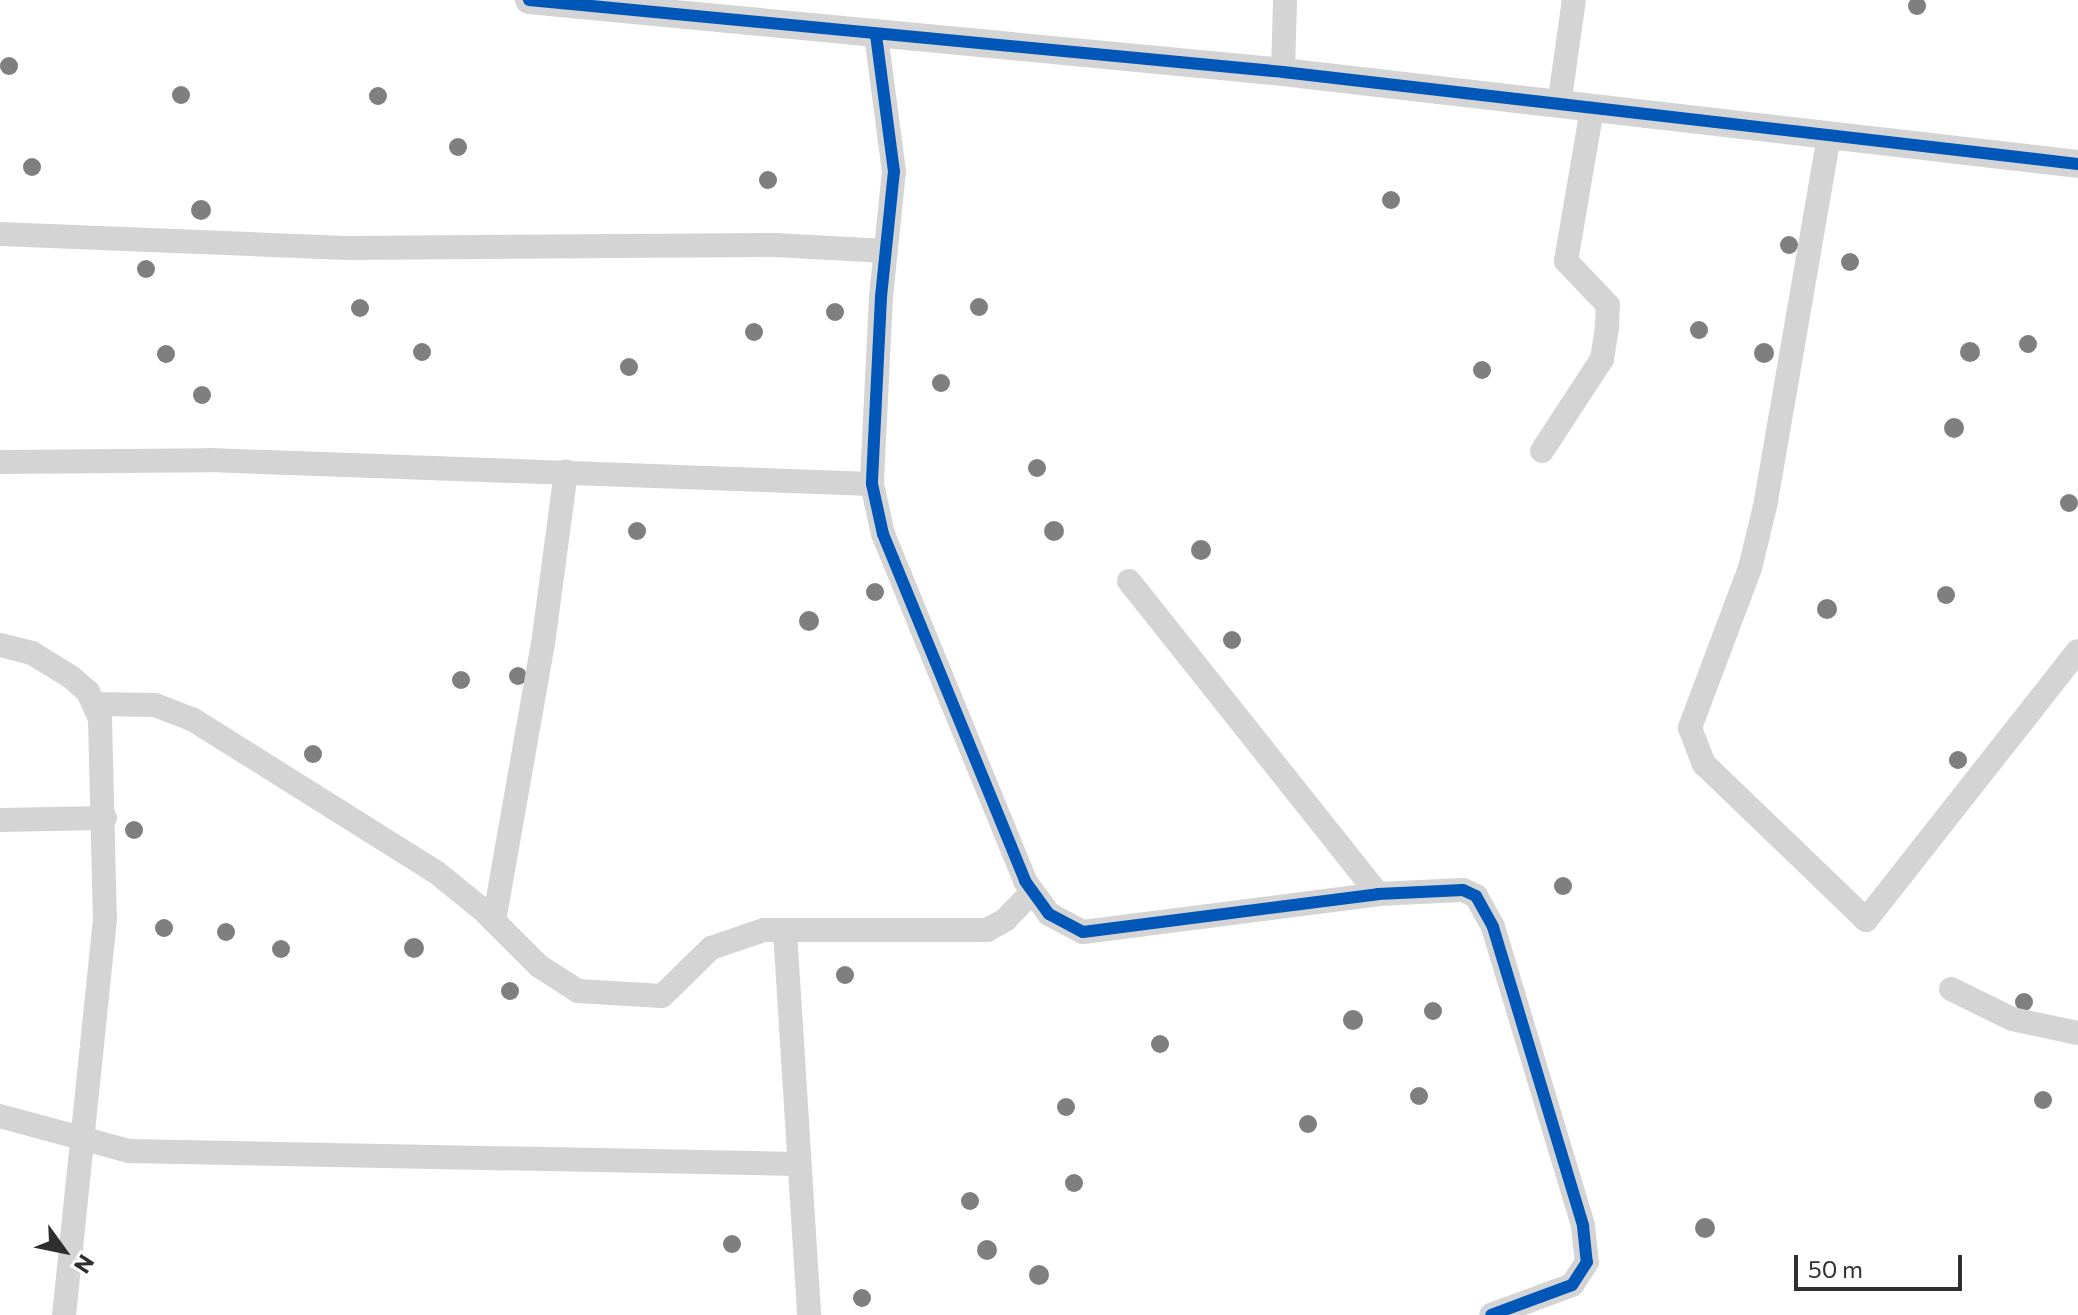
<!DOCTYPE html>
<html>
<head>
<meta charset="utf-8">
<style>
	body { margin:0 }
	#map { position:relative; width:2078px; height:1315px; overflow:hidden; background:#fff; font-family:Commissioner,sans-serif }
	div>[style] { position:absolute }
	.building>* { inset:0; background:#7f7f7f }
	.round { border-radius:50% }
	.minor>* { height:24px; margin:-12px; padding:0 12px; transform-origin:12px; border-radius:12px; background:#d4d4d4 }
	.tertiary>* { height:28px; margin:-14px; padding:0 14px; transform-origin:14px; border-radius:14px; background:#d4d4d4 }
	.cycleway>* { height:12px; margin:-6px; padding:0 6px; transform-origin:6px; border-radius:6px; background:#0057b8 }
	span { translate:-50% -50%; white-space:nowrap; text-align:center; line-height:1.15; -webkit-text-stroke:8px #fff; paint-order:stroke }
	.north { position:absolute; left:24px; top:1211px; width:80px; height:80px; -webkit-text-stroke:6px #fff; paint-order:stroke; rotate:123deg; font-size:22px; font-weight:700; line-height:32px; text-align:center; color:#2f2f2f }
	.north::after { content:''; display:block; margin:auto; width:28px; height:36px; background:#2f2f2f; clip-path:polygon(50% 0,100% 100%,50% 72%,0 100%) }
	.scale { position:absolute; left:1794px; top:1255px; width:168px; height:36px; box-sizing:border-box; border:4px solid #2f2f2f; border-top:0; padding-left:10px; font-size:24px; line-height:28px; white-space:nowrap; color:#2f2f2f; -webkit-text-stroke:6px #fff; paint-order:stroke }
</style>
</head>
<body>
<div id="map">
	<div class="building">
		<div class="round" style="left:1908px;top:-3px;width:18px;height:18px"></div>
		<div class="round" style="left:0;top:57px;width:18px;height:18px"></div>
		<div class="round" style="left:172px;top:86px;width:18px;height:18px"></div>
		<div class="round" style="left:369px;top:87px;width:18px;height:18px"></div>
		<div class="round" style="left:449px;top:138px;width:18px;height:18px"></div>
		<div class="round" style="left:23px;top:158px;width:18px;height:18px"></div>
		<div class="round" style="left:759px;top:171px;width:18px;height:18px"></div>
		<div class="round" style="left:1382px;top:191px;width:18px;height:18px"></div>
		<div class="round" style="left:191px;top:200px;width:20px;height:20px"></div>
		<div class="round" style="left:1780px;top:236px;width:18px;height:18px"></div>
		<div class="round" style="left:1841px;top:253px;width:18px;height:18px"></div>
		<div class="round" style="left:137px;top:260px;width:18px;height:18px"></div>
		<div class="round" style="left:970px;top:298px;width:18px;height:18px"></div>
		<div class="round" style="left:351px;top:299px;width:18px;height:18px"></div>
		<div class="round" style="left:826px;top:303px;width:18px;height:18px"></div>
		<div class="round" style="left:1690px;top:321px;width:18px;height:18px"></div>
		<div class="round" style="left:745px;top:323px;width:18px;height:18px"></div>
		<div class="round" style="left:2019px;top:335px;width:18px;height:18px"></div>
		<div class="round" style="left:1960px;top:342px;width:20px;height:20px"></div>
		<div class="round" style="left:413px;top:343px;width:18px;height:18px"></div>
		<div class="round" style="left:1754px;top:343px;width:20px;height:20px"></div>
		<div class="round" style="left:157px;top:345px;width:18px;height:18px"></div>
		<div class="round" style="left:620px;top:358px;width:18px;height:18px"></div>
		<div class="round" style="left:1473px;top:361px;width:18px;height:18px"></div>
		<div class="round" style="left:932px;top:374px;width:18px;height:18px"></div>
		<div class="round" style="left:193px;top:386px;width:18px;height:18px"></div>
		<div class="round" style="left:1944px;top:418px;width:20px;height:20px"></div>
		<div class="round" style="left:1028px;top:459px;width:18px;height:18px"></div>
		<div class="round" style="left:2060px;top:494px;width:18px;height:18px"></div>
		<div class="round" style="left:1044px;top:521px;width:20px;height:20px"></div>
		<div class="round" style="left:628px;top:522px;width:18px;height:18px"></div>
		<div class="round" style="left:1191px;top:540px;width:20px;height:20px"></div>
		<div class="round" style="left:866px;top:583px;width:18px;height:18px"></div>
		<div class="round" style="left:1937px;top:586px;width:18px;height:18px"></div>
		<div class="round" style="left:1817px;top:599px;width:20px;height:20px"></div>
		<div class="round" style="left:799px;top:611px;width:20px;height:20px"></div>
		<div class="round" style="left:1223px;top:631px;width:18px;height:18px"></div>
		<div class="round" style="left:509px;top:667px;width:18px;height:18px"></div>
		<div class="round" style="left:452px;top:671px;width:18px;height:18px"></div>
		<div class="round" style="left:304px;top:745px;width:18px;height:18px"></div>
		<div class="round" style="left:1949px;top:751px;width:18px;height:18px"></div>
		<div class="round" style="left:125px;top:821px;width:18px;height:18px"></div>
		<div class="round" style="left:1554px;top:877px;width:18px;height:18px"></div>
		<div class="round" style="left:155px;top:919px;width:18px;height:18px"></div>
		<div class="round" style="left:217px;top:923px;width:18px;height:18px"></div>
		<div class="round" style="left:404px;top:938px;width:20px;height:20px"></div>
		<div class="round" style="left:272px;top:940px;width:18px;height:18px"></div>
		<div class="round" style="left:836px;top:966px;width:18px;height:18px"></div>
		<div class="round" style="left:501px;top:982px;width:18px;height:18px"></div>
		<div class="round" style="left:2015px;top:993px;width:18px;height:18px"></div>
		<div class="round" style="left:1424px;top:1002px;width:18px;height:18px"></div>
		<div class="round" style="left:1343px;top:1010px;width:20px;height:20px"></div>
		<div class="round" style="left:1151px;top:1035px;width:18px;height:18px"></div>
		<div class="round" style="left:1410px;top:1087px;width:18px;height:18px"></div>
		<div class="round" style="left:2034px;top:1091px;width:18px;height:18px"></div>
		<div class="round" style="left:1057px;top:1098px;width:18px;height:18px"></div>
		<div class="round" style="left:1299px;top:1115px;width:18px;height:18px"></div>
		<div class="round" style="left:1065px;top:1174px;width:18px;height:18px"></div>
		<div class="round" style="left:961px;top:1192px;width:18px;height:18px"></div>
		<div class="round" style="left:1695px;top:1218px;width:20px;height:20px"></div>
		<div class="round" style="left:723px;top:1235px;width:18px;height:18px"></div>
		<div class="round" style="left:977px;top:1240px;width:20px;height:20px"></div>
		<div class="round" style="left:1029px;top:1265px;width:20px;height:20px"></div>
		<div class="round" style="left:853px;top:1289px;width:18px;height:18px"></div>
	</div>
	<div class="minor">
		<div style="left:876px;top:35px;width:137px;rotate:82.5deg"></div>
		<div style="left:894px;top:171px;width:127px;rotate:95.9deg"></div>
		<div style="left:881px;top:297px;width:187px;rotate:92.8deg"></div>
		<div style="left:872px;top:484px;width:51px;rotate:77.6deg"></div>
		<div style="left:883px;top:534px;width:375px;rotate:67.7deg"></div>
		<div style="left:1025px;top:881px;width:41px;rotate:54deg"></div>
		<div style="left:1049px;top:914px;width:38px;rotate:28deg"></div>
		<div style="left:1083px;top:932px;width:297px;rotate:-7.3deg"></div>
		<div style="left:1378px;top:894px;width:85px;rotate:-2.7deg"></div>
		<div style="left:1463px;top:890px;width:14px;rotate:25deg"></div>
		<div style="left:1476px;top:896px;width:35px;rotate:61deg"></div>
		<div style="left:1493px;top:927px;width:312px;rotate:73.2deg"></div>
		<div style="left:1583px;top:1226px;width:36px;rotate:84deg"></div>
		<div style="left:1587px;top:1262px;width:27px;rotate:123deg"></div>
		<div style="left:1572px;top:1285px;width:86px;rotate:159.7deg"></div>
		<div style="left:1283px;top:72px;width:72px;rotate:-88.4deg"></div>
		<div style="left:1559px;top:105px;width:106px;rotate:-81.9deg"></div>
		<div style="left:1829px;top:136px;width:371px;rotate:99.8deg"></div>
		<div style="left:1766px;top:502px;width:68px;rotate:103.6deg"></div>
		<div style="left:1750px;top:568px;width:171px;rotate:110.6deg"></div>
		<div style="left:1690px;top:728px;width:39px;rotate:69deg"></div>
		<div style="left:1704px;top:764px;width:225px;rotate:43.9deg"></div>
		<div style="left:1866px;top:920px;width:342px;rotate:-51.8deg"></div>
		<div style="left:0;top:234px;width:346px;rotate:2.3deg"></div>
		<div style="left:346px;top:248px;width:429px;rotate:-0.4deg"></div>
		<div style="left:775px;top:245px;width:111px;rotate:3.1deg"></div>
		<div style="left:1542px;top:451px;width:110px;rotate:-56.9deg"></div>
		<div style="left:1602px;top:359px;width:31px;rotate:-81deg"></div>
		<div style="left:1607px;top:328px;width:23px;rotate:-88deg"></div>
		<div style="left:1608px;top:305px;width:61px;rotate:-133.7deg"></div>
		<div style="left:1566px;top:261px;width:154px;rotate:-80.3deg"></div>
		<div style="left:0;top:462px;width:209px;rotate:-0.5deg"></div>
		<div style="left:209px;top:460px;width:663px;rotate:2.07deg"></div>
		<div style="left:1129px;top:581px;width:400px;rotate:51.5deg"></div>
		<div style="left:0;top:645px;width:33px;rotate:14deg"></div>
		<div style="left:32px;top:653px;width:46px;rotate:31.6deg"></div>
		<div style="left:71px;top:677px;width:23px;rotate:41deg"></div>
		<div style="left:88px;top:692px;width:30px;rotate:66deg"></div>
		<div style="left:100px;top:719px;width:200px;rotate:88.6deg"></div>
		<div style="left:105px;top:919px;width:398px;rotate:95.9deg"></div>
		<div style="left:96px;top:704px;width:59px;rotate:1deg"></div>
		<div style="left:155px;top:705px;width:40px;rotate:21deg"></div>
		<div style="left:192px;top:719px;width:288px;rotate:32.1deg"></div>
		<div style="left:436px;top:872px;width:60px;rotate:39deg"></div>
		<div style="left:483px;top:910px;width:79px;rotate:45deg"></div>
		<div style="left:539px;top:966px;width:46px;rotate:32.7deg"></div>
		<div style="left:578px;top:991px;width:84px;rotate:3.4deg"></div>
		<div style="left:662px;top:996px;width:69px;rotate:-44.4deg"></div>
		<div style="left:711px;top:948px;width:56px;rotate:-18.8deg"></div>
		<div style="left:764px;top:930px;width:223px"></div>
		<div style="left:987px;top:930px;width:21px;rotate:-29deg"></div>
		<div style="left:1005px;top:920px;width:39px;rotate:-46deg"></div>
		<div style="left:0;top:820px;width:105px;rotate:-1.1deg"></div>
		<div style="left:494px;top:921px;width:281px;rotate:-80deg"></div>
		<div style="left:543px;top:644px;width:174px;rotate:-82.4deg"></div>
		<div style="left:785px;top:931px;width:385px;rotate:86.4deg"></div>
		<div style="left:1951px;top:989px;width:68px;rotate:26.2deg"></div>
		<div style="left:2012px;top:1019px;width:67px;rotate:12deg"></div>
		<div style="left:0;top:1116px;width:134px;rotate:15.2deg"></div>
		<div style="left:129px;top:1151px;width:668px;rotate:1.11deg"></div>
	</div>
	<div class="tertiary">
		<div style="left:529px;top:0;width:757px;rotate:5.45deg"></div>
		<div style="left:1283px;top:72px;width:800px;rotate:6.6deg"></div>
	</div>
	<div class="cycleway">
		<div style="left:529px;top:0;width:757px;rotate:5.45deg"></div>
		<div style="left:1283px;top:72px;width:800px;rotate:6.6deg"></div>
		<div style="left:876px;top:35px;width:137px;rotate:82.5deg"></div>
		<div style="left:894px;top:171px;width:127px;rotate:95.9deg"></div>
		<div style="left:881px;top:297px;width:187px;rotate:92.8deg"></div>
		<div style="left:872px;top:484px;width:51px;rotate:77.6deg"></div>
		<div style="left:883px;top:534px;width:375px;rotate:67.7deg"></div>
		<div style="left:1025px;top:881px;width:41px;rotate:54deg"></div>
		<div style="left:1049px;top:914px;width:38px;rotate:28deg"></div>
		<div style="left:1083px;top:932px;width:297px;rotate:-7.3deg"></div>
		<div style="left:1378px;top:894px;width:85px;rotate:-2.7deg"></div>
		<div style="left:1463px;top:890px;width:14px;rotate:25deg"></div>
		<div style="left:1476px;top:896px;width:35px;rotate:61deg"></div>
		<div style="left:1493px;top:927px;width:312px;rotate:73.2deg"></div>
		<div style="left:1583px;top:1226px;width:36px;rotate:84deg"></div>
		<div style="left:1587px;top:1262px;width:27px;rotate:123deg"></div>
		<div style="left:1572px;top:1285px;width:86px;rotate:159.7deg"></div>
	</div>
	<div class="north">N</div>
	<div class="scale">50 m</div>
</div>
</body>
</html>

◆ **WORK ITEM**:
Say again, exactly, only those lines of the records that run from the start through the line with "position:relative; width:2078px; height:1315px;". Pictures are to be skipped.

◆ **RESPONSE TO THE EXERCISE**:
<!DOCTYPE html>
<html>
<head>
<meta charset="utf-8">
<style>
	body { margin:0 }
	#map { position:relative; width:2078px; height:1315px; overflow:hidden; background:#fff; font-family:Commissioner,sans-serif }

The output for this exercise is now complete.